Ever Growing, Ever Green
Related Categories: Legacy
I first heard the term "ever growing ever green" used by a friend to describe my father. She had just learned about Daddy and his long history of building churches and Christian schools, serving as an elder in his local church
and generous support of numerous ministries. I was intrigued by the scripture reference and concluded that I wanted to be just like my father when I grew up (I was in my early fifties at the time).
Last week, my 84-year-old father was on his way to Idaho where he will join my sister and her family. Just the description, 84-year-old father, might imply that he is a fragile, elderly man, limited by age and physical ailments. Not so. A day after his arrival, they will begin a trip that will culminate with an Easter Sunrise Service at the Grand Canyon. Daddy described some of their itinerary, a different hotel every night with sight-seeing along the way and I got tired thinking about all the travel.
Sometimes when I call him, I'll ask, "And where are you today? Texas? Kentucky? Ohio? Idaho?" He chuckles and often responds, "Well, I'm home right now but tomorrow, I leave for..." Or, "I'm in Texas visiting your sister..."
My father is a self-made man, one of the Greatest Generation. After coming home from World War II, he started his own contracting business. There is a development in Middletown, Delaware,
USA, called Sharondale. Yes, his construction company built it and he named it after me when I was about five years old. Through the thick and thin days of running his own business, he didn't waver from his core values. Many of his seven children and their future spouses as well as grandchildren worked in his contracting business where we inherited his strong work ethic.
My father is a churchman. When the church doors were open, he expected his children to attend. His experience in church life equipped him for what would be his business focus in later years: building churches. Missions captured his heart but he never saw himself as a missionary. Instead, when he was in his fifties, he told me that one day he wanted to use his church-building experience to help build churches for mission works in poor countries. A few years later my mother was diagnosed with life-threatening congestive heart failure that transformed her active lifestyle into months of bed rest and years of physical limitations. Though she forged ahead when she felt well, my father's dream of the two of them traveling to remote areas of the world to build churches had to be set aside. Instead, my father poured himself into helping local churches make the best use of their resources to build houses of worship that would train missionaries and church planters. He's well known in our region as a church builder and is still sought after by churches who know they can trust his churchman mentality and experience to help them get the most from God's money in their own church-building campaigns. Last year he began the process of retiring from his family business and turning the reigns over to my brother and his sons. More than a business, my father gave them the legacy of his name and highly-respected reputation. Priceless.
My mother died at Christmas, 1998, after a long illness. As I observed Daddy after her death, I concluded that in several important aspects, she had prepared him for her absence. Though always stoics when it came to death and grief, when our son, Mark, died, my mother realized that our way of grieving was far different than she had ever experienced. She read the same books on grief that I was reading and told my father he needed to read them, too, because, "Chuck and Sharon are not reacting to Mark's death in a way that we would and we need to understand them." (More on that in a later post.) I think her example influenced his response to her death. Instead of stoicly hiding his sorrow, my father openly grieved for my mother. He was unashamed of his tears or to admit that he cried every day in her absence. I think my mother prepared him to grieve openly because she embraced our grief journey though open grieving was foreign to her.
Because of her illness, Mommy was unable to attend many family and church activities but she always made my father go without her. We thought it was because she wanted him to report every detail to her but I often wonder if she was sacrificing her own needs so that when she was gone, he would continue this practice of participating in ministry and social activities. She didn't want him to be alone.
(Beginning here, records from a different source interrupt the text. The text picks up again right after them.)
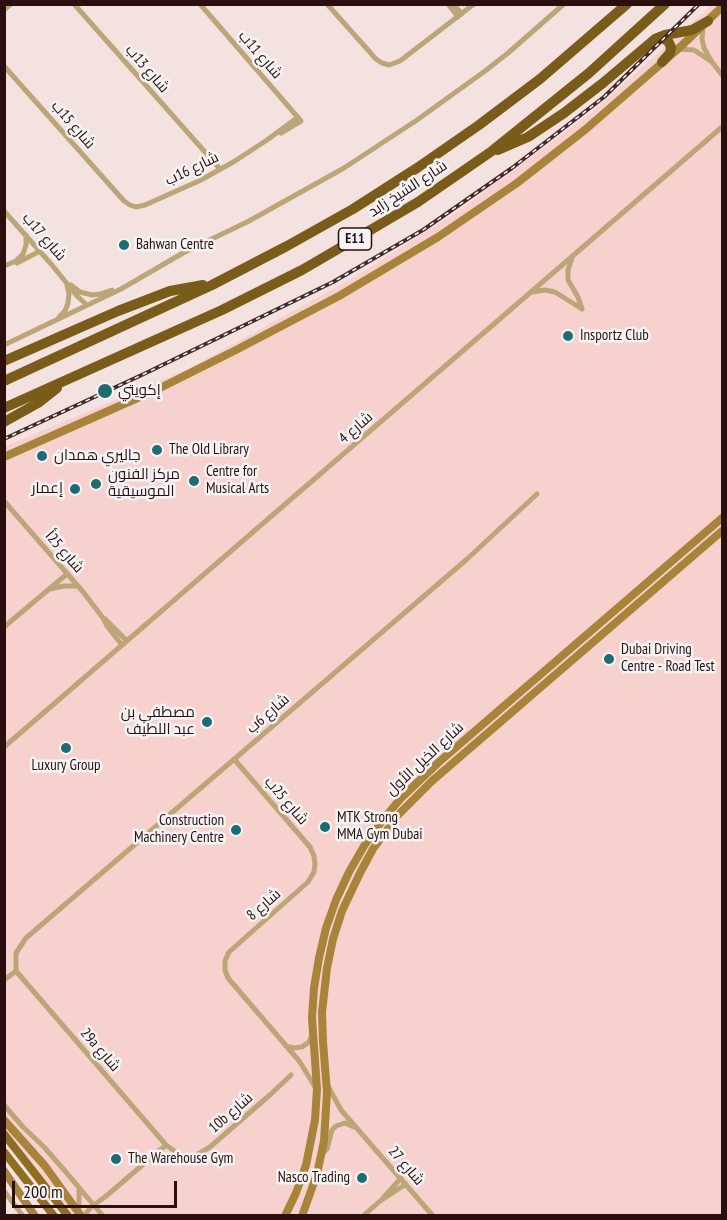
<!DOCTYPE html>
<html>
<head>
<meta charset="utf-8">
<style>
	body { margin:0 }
	#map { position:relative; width:727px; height:1220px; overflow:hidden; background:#f3e2e0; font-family:"PT Sans Narrow",sans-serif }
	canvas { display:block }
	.frame { position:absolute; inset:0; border:6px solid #2b0f0e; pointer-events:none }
	.scale { position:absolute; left:12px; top:1181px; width:165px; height:27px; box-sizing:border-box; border:3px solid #2b0f0e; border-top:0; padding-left:8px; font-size:18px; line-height:21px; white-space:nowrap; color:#2b0f0e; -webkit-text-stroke:4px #f4f4f4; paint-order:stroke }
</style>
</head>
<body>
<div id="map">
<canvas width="727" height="1220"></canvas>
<div class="frame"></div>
<div class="scale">200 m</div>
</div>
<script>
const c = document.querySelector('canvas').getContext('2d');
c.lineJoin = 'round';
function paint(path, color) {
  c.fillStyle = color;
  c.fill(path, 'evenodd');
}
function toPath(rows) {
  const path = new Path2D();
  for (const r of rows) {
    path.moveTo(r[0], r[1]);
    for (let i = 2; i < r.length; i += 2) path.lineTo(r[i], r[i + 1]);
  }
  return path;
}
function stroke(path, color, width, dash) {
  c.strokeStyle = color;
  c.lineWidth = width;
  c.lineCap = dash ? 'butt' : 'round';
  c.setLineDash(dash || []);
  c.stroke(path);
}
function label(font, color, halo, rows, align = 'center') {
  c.font = font + ' "PT Sans Narrow",Cairo,sans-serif';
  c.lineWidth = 5;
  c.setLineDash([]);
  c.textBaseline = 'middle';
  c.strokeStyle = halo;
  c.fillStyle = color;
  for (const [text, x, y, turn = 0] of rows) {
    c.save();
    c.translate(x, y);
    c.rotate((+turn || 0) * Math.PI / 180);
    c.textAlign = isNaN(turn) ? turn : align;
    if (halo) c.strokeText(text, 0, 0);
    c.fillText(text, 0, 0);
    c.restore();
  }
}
const built = toPath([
	[712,5,722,5,722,1215,67,1215,5,1144,4,447,186,370,353,278,457,212,591,113]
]);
const street = toPath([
	[74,4,220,169],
	[200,4,301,121,281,133],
	[327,4,376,59,382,63,389,65,400,61,474,4],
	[448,4,458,17],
	[453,4,462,14],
	[4,10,11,4],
	[703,26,702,39,704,48,712,62,722,75],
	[678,49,694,50,709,60],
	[4,66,124,201,130,205,136,207,145,205,201,180,235,161,267,140,298,117],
	[4,211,52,265,77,296,87,305],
	[572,258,568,270,568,280,578,297,582,309],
	[17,263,40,251],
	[4,266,16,261,23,254,26,245,26,235],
	[71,285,80,292,92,295,100,294,112,290],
	[532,292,545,290,555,292,582,309],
	[59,317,65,311,68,303,69,294,67,285],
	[4,345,121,289,183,253,249,221,344,168,417,120,485,71,508,53,564,4],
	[4,501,84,593,103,618,107,626,122,645],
	[50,589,64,586,78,586],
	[105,619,127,641],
	[4,627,67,574],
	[4,747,722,127],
	[234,759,310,847,314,856,315,864,314,872,308,882,229,952,225,961,225,970,228,978,300,1062,315,1087],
	[4,980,16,971],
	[286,1046,294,1048,302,1047,309,1042,312,1035],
	[291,1075,271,1094,210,1147,195,1156,187,1156,180,1155,166,1145,16,971,16,953,26,938,466,560,537,494],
	[329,1088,341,1110,433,1216],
	[4,1105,23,1127,44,1147,65,1171,103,1216],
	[322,1154,327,1149,332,1130,336,1126,345,1123,354,1127],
	[79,1188,79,1213],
	[4,1191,23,1216],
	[383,1198,401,1178],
	[84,1216,91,1207,105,1197,166,1145],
	[363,1216,380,1201,406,1184]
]);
const secondary = toPath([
	[4,457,158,389,236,350,339,296,438,237,517,183,586,129,678,49,722,7],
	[4,1120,45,1166,81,1216],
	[4,1171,35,1216],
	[285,1216,296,1193,306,1165,315,1120,317,1089,312,1018,314,988,319,958,326,928,336,900,349,872,364,846,382,821,401,798,439,762,722,518],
	[302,1216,317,1174,324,1141,327,1092,323,1042,322,1012,327,968,333,939,342,911,360,873,373,849,398,815,432,781,722,531]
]);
const primary = toPath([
	[4,1134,68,1216],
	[4,1152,54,1216]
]);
const highway = toPath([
	[660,37,668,41,671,47,670,53,662,62],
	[498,150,528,137,564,113,603,83,655,39,665,35,692,30,708,21],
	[4,361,118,311,170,291,203,285],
	[4,381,212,285,287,246,353,209,417,168,479,125,540,79,627,4],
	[4,408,222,310,302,270,379,225,418,202,492,151,589,73,665,4],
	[4,422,38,403,57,388]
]);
const rail = toPath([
	[4,439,146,373,333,282,423,230,512,168,604,97,699,4]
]);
const markers = [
	[124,245,6,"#1f6b72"],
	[568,336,6,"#1f6b72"],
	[105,391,8,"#1f6b72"],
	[157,450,6,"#1f6b72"],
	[42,456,6,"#1f6b72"],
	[194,481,6,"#1f6b72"],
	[96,484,6,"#1f6b72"],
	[75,489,6,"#1f6b72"],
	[609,659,6,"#1f6b72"],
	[207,722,6,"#1f6b72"],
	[66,748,6,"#1f6b72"],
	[325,827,6,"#1f6b72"],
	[236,830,6,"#1f6b72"],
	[116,1159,6,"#1f6b72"],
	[362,1178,6,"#1f6b72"]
];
const shields = [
	[355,239,33]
];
const shieldNames = [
	["E11",355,239]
];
const streetNames = [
	["شارع 11ب",260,55,49],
	["شارع 13ب",147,69,49],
	["شارع 15ب",73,125,49],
	["شارع 16ب",192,169,-26],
	["شارع الشيخ زايد",408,189,-33],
	["شارع 17ب",44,237,49],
	["شارع 4",356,428,-41],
	["شارع 25أ",64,552,49],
	["شارع 6ب",268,714,-41],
	["شارع الخيل الأول",425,759,-43],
	["شارع 25ب",286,801,49],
	["شارع 8",264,905,-41],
	["29a شارع",100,1050,49],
	["10b شارع",231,1113,-41],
	["شارع 27",406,1166,49]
];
const poiNames = [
	["Bahwan Centre",136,245],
	["Insportz Club",580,336],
	["إكويتي",118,391],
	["The Old Library",169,450],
	["جاليري همدان",54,456],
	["Centre for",206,472],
	["Musical Arts",206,489],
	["مركز الفنون",108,475],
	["الموسيقية",108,492],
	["إعمار",63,489,"right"],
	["Dubai Driving",621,650],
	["Centre - Road Test",621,667],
	["مصطفي بن",195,713,"right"],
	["عبد اللطيف",195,730,"right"],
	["Luxury Group",66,766,"center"],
	["MTK Strong",337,818],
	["MMA Gym Dubai",337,835],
	["Construction",224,821,"right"],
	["Machinery Centre",224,838,"right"],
	["The Warehouse Gym",128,1159],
	["Nasco Trading",350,1178,"right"]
];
paint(built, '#f6d1cd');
stroke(street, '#bca577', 5);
stroke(secondary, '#a7843a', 8);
stroke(primary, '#906e21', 8);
stroke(highway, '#795c1a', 10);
stroke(rail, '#442a29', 4);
stroke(rail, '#f4f4f4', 1.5, [4.5]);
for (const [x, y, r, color] of markers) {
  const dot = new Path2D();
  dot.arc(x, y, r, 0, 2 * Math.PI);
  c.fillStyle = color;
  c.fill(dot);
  stroke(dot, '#f4f4f4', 2);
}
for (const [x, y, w] of shields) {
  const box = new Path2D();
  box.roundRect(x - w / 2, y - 11, w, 22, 4.5);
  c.fillStyle = '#f4f4f4';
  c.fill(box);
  stroke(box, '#2b0f0e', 1.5);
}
label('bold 14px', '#2b0f0e', null, shieldNames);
label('15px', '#2b0f0e', '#f4f4f4', streetNames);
label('15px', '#2b0f0e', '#f4f4f4', poiNames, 'left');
</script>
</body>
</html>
Unlike many widowers my father doesn't hesitate to attend any activity that connects him to family and church family because over the thirteen years of my mother's illness, he became accustomed to attending such activities without her. He sometimes attends three church services on Sundays in three locations in order to see children and grandchildren who attend those services as well as long-term friends in his home church. He keeps his church friends posted on his widespread family (over 100 grandchildren and great grandchildren) and like me, they have a hard time keeping up with all of his travels and projects.
Yes, my father is ever growing and ever green. Over the next few weeks I hope to share some of the lessons my father continues to teach me as he continues to walk by faith in the pathway God has marked out for him.
Yes, I want to be just like my father when I grow up.